I was in my favorite coffee shop the other day, ordering breakfast. When I told my server I would like wheat toast, he smiled and said, "Awesome."
This gave me pause. The word sounded familiar. I realized I had been hearing it a lot lately. In a popular clothing store, I was standing next to a teenage girl picking out a blouse. "Mom, isn't this just awesome?" I had to turn and look at the awesome blouse. It was plain white with a few butterflies. Where was the awesomeness?

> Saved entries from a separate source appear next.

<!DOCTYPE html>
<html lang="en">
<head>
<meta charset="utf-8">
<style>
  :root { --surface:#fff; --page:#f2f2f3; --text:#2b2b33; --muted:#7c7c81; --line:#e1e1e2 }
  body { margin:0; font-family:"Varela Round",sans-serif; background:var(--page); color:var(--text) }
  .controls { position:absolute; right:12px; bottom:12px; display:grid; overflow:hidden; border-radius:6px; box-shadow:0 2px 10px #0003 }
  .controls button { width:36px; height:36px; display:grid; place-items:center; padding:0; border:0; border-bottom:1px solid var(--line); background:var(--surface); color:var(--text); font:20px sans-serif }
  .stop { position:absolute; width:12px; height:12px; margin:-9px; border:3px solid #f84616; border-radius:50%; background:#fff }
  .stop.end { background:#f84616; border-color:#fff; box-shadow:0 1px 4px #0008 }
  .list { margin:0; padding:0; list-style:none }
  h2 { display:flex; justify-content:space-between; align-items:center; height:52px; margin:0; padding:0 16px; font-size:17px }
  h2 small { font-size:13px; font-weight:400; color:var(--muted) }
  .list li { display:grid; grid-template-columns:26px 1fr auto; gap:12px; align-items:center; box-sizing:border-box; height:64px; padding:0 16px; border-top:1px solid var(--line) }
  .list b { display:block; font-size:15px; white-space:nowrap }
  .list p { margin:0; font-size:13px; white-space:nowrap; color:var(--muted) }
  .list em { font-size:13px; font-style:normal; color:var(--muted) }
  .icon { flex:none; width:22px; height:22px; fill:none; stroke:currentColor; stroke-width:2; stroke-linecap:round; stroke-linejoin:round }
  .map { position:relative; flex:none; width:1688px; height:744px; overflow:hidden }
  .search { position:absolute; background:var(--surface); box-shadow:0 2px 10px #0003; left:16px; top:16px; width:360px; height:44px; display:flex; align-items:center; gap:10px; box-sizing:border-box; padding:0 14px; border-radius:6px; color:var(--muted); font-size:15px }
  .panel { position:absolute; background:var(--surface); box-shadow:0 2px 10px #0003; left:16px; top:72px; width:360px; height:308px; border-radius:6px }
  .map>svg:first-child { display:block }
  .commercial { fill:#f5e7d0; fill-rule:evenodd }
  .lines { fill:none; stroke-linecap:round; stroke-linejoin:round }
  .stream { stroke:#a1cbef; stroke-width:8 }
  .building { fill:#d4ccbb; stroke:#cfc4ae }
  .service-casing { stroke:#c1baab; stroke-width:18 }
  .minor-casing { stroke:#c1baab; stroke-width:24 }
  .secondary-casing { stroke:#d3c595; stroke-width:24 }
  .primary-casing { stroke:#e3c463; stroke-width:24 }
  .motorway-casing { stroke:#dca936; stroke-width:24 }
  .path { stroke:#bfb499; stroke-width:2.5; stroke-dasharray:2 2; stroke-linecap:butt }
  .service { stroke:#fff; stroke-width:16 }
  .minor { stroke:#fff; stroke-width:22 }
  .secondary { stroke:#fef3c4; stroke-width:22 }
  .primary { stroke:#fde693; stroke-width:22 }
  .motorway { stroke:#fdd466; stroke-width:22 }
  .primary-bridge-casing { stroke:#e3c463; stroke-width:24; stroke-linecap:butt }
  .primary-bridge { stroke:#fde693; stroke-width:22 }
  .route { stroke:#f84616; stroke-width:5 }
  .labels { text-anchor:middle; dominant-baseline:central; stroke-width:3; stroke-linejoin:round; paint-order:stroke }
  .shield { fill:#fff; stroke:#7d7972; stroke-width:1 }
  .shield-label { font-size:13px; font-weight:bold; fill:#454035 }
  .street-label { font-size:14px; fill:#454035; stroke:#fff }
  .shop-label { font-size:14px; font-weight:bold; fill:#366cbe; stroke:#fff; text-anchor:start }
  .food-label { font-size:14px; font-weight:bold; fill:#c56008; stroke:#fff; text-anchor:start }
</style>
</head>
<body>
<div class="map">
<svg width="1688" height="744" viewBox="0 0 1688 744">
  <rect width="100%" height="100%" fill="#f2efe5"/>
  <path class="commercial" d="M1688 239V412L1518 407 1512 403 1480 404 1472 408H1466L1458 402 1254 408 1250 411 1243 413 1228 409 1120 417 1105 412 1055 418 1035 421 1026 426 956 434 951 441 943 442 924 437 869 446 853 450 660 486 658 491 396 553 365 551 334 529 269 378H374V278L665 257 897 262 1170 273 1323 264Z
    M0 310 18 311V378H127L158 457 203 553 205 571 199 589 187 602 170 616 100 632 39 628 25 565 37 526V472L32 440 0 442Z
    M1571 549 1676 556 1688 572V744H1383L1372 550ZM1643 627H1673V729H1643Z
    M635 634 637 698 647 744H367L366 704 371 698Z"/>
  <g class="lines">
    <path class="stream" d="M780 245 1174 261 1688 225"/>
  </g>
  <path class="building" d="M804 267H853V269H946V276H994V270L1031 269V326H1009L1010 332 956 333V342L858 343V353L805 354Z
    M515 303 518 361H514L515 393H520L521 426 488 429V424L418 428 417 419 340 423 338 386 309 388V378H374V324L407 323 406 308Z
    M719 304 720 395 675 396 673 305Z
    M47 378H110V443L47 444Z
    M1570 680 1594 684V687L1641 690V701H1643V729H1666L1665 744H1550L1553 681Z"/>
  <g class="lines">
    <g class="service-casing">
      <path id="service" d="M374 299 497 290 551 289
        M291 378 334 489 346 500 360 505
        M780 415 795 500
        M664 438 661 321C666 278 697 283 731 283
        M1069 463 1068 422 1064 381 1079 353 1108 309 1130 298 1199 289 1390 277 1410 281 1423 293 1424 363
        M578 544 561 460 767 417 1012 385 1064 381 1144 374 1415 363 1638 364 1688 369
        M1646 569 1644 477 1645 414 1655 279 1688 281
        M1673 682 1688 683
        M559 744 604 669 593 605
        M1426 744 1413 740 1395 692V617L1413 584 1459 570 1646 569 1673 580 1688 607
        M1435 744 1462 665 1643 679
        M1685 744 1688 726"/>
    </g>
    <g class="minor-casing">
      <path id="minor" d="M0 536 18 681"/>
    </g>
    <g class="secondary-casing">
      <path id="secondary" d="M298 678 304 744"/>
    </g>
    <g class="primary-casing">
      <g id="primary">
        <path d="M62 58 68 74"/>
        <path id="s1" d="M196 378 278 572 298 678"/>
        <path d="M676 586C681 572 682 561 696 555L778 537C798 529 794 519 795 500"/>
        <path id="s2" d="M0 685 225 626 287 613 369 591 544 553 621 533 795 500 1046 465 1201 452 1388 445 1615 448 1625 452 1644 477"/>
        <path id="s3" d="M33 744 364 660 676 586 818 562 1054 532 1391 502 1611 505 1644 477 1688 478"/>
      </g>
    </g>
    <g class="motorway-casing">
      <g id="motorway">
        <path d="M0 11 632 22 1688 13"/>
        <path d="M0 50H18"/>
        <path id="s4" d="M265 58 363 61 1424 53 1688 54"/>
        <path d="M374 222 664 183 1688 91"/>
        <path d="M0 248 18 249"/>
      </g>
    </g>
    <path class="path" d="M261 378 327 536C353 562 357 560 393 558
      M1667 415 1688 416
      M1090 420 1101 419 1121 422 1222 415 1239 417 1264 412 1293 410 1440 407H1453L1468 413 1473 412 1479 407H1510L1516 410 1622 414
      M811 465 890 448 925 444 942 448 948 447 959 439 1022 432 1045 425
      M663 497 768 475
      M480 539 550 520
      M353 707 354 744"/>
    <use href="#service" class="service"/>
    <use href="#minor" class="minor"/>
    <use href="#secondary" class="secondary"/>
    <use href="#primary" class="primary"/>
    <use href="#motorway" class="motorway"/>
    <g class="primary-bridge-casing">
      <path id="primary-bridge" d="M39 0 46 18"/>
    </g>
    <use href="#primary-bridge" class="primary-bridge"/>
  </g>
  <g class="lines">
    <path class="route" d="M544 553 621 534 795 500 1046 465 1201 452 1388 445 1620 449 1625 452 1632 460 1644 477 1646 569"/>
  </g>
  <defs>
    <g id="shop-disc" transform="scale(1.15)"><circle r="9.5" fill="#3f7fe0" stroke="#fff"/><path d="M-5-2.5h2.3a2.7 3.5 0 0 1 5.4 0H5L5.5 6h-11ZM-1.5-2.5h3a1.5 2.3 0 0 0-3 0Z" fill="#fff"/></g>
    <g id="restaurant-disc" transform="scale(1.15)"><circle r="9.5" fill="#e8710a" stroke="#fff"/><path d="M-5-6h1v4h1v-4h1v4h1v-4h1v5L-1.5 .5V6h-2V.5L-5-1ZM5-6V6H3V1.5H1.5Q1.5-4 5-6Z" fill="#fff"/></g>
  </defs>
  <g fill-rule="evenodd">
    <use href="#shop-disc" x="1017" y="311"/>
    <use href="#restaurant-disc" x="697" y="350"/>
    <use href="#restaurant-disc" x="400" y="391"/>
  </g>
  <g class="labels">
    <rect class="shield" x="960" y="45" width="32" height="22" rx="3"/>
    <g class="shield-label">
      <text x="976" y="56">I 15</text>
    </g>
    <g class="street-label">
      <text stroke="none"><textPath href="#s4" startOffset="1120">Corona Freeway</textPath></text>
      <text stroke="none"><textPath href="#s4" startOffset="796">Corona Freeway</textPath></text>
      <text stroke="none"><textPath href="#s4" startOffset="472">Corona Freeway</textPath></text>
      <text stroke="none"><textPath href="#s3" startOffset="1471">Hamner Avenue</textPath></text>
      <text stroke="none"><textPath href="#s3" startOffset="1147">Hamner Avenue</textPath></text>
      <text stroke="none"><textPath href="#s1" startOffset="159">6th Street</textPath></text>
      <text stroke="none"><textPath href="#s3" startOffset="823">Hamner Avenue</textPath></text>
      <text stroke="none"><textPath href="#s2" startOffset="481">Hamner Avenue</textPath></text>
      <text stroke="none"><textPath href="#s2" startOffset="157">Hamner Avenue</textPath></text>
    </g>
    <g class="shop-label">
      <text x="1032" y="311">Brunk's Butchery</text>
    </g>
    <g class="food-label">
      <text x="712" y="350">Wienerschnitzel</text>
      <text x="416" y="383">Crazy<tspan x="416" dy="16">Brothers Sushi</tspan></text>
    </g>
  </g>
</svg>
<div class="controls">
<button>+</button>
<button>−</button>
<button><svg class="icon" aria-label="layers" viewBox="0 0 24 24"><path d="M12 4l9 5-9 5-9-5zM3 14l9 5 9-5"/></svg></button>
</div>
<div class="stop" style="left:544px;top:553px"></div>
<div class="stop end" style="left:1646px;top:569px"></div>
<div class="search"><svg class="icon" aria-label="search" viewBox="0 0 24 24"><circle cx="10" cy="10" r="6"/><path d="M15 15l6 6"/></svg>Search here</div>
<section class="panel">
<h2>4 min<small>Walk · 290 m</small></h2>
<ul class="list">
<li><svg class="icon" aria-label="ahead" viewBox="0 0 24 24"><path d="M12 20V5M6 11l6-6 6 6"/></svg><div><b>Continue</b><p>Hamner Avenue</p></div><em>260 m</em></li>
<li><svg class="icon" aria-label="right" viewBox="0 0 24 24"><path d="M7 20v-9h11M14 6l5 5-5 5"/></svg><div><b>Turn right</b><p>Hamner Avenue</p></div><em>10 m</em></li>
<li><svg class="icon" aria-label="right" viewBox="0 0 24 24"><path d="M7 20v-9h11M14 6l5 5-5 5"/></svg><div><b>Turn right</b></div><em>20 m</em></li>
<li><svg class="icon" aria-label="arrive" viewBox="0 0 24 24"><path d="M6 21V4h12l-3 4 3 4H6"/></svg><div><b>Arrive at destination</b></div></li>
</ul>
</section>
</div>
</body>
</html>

This over-inflated use of words seems to be everywhere. I received a notice in the mail from the Los Angeles Times. The message was titled, "Be A Classroom Hero." It went on to say that if I purchased a year's subscription to the newspaper for a local school, I would be a hero.
I thought heroes rescued people from burning automobiles, or cured cancer. But a newspaper subscription? Such over-inflated use of languages weakens the true meaning of a word. If we call newspaper subscribers "heroes," what does that say of Jonas Salk and Doctors Without Borders? If we call wheat toast awesome, what does this to do our praise of God and sunsets?
Back to the coffee shop: I know my waiter rather well because I go there frequently. He is a cute guy with a sweet smile, and the only adjective he knows is "awesome." So I joked with him and said I would leave him a big tip if he learned a new word. I went in the next day and ordered a cheese burrito. He grinned proudly and said, "Super!"